- **Material shown**:
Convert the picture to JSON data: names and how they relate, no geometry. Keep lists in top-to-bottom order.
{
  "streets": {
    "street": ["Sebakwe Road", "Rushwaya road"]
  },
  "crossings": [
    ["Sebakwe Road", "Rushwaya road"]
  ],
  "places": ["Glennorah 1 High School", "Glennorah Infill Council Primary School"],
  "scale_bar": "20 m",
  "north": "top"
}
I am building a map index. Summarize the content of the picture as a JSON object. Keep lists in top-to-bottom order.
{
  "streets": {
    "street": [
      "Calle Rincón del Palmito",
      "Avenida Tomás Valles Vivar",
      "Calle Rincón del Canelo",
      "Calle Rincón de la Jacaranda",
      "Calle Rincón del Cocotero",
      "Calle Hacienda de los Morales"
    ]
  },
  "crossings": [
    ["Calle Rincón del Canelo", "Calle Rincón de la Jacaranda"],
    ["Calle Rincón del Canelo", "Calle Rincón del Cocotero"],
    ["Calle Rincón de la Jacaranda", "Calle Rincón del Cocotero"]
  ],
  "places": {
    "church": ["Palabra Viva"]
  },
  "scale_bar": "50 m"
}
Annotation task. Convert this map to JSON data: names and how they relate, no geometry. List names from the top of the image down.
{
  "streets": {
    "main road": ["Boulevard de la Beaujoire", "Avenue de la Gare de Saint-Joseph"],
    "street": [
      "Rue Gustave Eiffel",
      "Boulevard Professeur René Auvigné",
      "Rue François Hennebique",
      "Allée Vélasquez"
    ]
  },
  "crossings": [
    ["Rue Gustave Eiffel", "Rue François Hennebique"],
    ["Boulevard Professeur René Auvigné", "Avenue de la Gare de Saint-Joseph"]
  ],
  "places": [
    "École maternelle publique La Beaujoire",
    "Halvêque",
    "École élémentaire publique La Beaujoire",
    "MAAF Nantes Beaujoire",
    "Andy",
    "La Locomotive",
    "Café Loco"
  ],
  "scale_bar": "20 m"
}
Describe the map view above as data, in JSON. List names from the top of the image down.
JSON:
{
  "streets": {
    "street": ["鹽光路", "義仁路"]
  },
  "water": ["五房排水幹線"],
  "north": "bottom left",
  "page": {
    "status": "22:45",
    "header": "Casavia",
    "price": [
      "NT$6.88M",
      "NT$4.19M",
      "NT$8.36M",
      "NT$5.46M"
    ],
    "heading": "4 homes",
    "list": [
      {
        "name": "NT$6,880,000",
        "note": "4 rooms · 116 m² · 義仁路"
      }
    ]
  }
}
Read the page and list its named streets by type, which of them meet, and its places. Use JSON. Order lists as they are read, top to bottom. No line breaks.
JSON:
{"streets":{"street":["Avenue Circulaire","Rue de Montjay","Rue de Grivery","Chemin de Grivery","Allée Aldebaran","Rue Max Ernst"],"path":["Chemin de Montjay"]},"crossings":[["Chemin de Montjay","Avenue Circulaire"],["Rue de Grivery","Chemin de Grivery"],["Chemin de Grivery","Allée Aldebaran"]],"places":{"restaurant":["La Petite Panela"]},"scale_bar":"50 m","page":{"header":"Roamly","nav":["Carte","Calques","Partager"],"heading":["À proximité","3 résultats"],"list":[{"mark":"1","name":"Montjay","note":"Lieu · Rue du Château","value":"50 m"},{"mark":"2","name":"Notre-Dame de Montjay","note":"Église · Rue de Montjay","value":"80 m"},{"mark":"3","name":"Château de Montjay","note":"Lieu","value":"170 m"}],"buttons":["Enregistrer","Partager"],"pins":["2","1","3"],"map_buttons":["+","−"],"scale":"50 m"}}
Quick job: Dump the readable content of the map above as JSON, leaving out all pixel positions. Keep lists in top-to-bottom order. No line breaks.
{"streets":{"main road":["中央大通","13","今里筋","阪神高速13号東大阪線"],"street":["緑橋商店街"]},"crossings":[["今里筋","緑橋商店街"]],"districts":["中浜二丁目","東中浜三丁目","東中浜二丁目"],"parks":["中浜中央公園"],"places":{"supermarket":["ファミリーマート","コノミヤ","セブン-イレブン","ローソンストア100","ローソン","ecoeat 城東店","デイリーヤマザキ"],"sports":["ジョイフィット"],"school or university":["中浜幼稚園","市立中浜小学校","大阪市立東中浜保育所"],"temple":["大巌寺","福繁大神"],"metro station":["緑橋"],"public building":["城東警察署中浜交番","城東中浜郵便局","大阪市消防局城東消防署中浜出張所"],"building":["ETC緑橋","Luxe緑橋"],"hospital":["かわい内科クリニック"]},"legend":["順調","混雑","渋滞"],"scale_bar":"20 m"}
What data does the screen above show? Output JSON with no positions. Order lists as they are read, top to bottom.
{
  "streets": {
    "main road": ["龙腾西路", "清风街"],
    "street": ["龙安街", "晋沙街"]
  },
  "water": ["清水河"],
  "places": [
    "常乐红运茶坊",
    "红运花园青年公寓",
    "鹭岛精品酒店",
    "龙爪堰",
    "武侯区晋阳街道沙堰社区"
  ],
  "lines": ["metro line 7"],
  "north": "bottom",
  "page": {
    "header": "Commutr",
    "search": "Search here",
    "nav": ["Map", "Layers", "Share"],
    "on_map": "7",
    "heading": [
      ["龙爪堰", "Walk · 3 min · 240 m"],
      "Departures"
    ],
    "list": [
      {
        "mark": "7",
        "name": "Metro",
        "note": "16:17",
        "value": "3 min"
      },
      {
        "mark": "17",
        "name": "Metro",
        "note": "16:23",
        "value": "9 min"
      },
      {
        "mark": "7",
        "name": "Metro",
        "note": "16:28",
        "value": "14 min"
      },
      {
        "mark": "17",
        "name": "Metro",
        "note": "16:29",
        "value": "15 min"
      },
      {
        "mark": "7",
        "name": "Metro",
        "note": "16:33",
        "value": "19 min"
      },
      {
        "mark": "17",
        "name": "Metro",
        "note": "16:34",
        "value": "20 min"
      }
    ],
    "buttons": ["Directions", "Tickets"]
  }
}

- **Exercise brief**:
Having read the entries above, set each one down again exactly.

- **Task output**:
Convert the picture to JSON data: names and how they relate, no geometry. Keep lists in top-to-bottom order.
{
  "streets": {
    "street": ["Sebakwe Road", "Rushwaya road"]
  },
  "crossings": [
    ["Sebakwe Road", "Rushwaya road"]
  ],
  "places": ["Glennorah 1 High School", "Glennorah Infill Council Primary School"],
  "scale_bar": "20 m",
  "north": "top"
}
I am building a map index. Summarize the content of the picture as a JSON object. Keep lists in top-to-bottom order.
{
  "streets": {
    "street": [
      "Calle Rincón del Palmito",
      "Avenida Tomás Valles Vivar",
      "Calle Rincón del Canelo",
      "Calle Rincón de la Jacaranda",
      "Calle Rincón del Cocotero",
      "Calle Hacienda de los Morales"
    ]
  },
  "crossings": [
    ["Calle Rincón del Canelo", "Calle Rincón de la Jacaranda"],
    ["Calle Rincón del Canelo", "Calle Rincón del Cocotero"],
    ["Calle Rincón de la Jacaranda", "Calle Rincón del Cocotero"]
  ],
  "places": {
    "church": ["Palabra Viva"]
  },
  "scale_bar": "50 m"
}
Annotation task. Convert this map to JSON data: names and how they relate, no geometry. List names from the top of the image down.
{
  "streets": {
    "main road": ["Boulevard de la Beaujoire", "Avenue de la Gare de Saint-Joseph"],
    "street": [
      "Rue Gustave Eiffel",
      "Boulevard Professeur René Auvigné",
      "Rue François Hennebique",
      "Allée Vélasquez"
    ]
  },
  "crossings": [
    ["Rue Gustave Eiffel", "Rue François Hennebique"],
    ["Boulevard Professeur René Auvigné", "Avenue de la Gare de Saint-Joseph"]
  ],
  "places": [
    "École maternelle publique La Beaujoire",
    "Halvêque",
    "École élémentaire publique La Beaujoire",
    "MAAF Nantes Beaujoire",
    "Andy",
    "La Locomotive",
    "Café Loco"
  ],
  "scale_bar": "20 m"
}
Describe the map view above as data, in JSON. List names from the top of the image down.
JSON:
{
  "streets": {
    "street": ["鹽光路", "義仁路"]
  },
  "water": ["五房排水幹線"],
  "north": "bottom left",
  "page": {
    "status": "22:45",
    "header": "Casavia",
    "price": [
      "NT$6.88M",
      "NT$4.19M",
      "NT$8.36M",
      "NT$5.46M"
    ],
    "heading": "4 homes",
    "list": [
      {
        "name": "NT$6,880,000",
        "note": "4 rooms · 116 m² · 義仁路"
      }
    ]
  }
}
Read the page and list its named streets by type, which of them meet, and its places. Use JSON. Order lists as they are read, top to bottom. No line breaks.
JSON:
{"streets":{"street":["Avenue Circulaire","Rue de Montjay","Rue de Grivery","Chemin de Grivery","Allée Aldebaran","Rue Max Ernst"],"path":["Chemin de Montjay"]},"crossings":[["Chemin de Montjay","Avenue Circulaire"],["Rue de Grivery","Chemin de Grivery"],["Chemin de Grivery","Allée Aldebaran"]],"places":{"restaurant":["La Petite Panela"]},"scale_bar":"50 m","page":{"header":"Roamly","nav":["Carte","Calques","Partager"],"heading":["À proximité","3 résultats"],"list":[{"mark":"1","name":"Montjay","note":"Lieu · Rue du Château","value":"50 m"},{"mark":"2","name":"Notre-Dame de Montjay","note":"Église · Rue de Montjay","value":"80 m"},{"mark":"3","name":"Château de Montjay","note":"Lieu","value":"170 m"}],"buttons":["Enregistrer","Partager"],"pins":["2","1","3"],"map_buttons":["+","−"],"scale":"50 m"}}
Quick job: Dump the readable content of the map above as JSON, leaving out all pixel positions. Keep lists in top-to-bottom order. No line breaks.
{"streets":{"main road":["中央大通","13","今里筋","阪神高速13号東大阪線"],"street":["緑橋商店街"]},"crossings":[["今里筋","緑橋商店街"]],"districts":["中浜二丁目","東中浜三丁目","東中浜二丁目"],"parks":["中浜中央公園"],"places":{"supermarket":["ファミリーマート","コノミヤ","セブン-イレブン","ローソンストア100","ローソン","ecoeat 城東店","デイリーヤマザキ"],"sports":["ジョイフィット"],"school or university":["中浜幼稚園","市立中浜小学校","大阪市立東中浜保育所"],"temple":["大巌寺","福繁大神"],"metro station":["緑橋"],"public building":["城東警察署中浜交番","城東中浜郵便局","大阪市消防局城東消防署中浜出張所"],"building":["ETC緑橋","Luxe緑橋"],"hospital":["かわい内科クリニック"]},"legend":["順調","混雑","渋滞"],"scale_bar":"20 m"}
What data does the screen above show? Output JSON with no positions. Order lists as they are read, top to bottom.
{
  "streets": {
    "main road": ["龙腾西路", "清风街"],
    "street": ["龙安街", "晋沙街"]
  },
  "water": ["清水河"],
  "places": [
    "常乐红运茶坊",
    "红运花园青年公寓",
    "鹭岛精品酒店",
    "龙爪堰",
    "武侯区晋阳街道沙堰社区"
  ],
  "lines": ["metro line 7"],
  "north": "bottom",
  "page": {
    "header": "Commutr",
    "search": "Search here",
    "nav": ["Map", "Layers", "Share"],
    "on_map": "7",
    "heading": [
      ["龙爪堰", "Walk · 3 min · 240 m"],
      "Departures"
    ],
    "list": [
      {
        "mark": "7",
        "name": "Metro",
        "note": "16:17",
        "value": "3 min"
      },
      {
        "mark": "17",
        "name": "Metro",
        "note": "16:23",
        "value": "9 min"
      },
      {
        "mark": "7",
        "name": "Metro",
        "note": "16:28",
        "value": "14 min"
      },
      {
        "mark": "17",
        "name": "Metro",
        "note": "16:29",
        "value": "15 min"
      },
      {
        "mark": "7",
        "name": "Metro",
        "note": "16:33",
        "value": "19 min"
      },
      {
        "mark": "17",
        "name": "Metro",
        "note": "16:34",
        "value": "20 min"
      }
    ],
    "buttons": ["Directions", "Tickets"]
  }
}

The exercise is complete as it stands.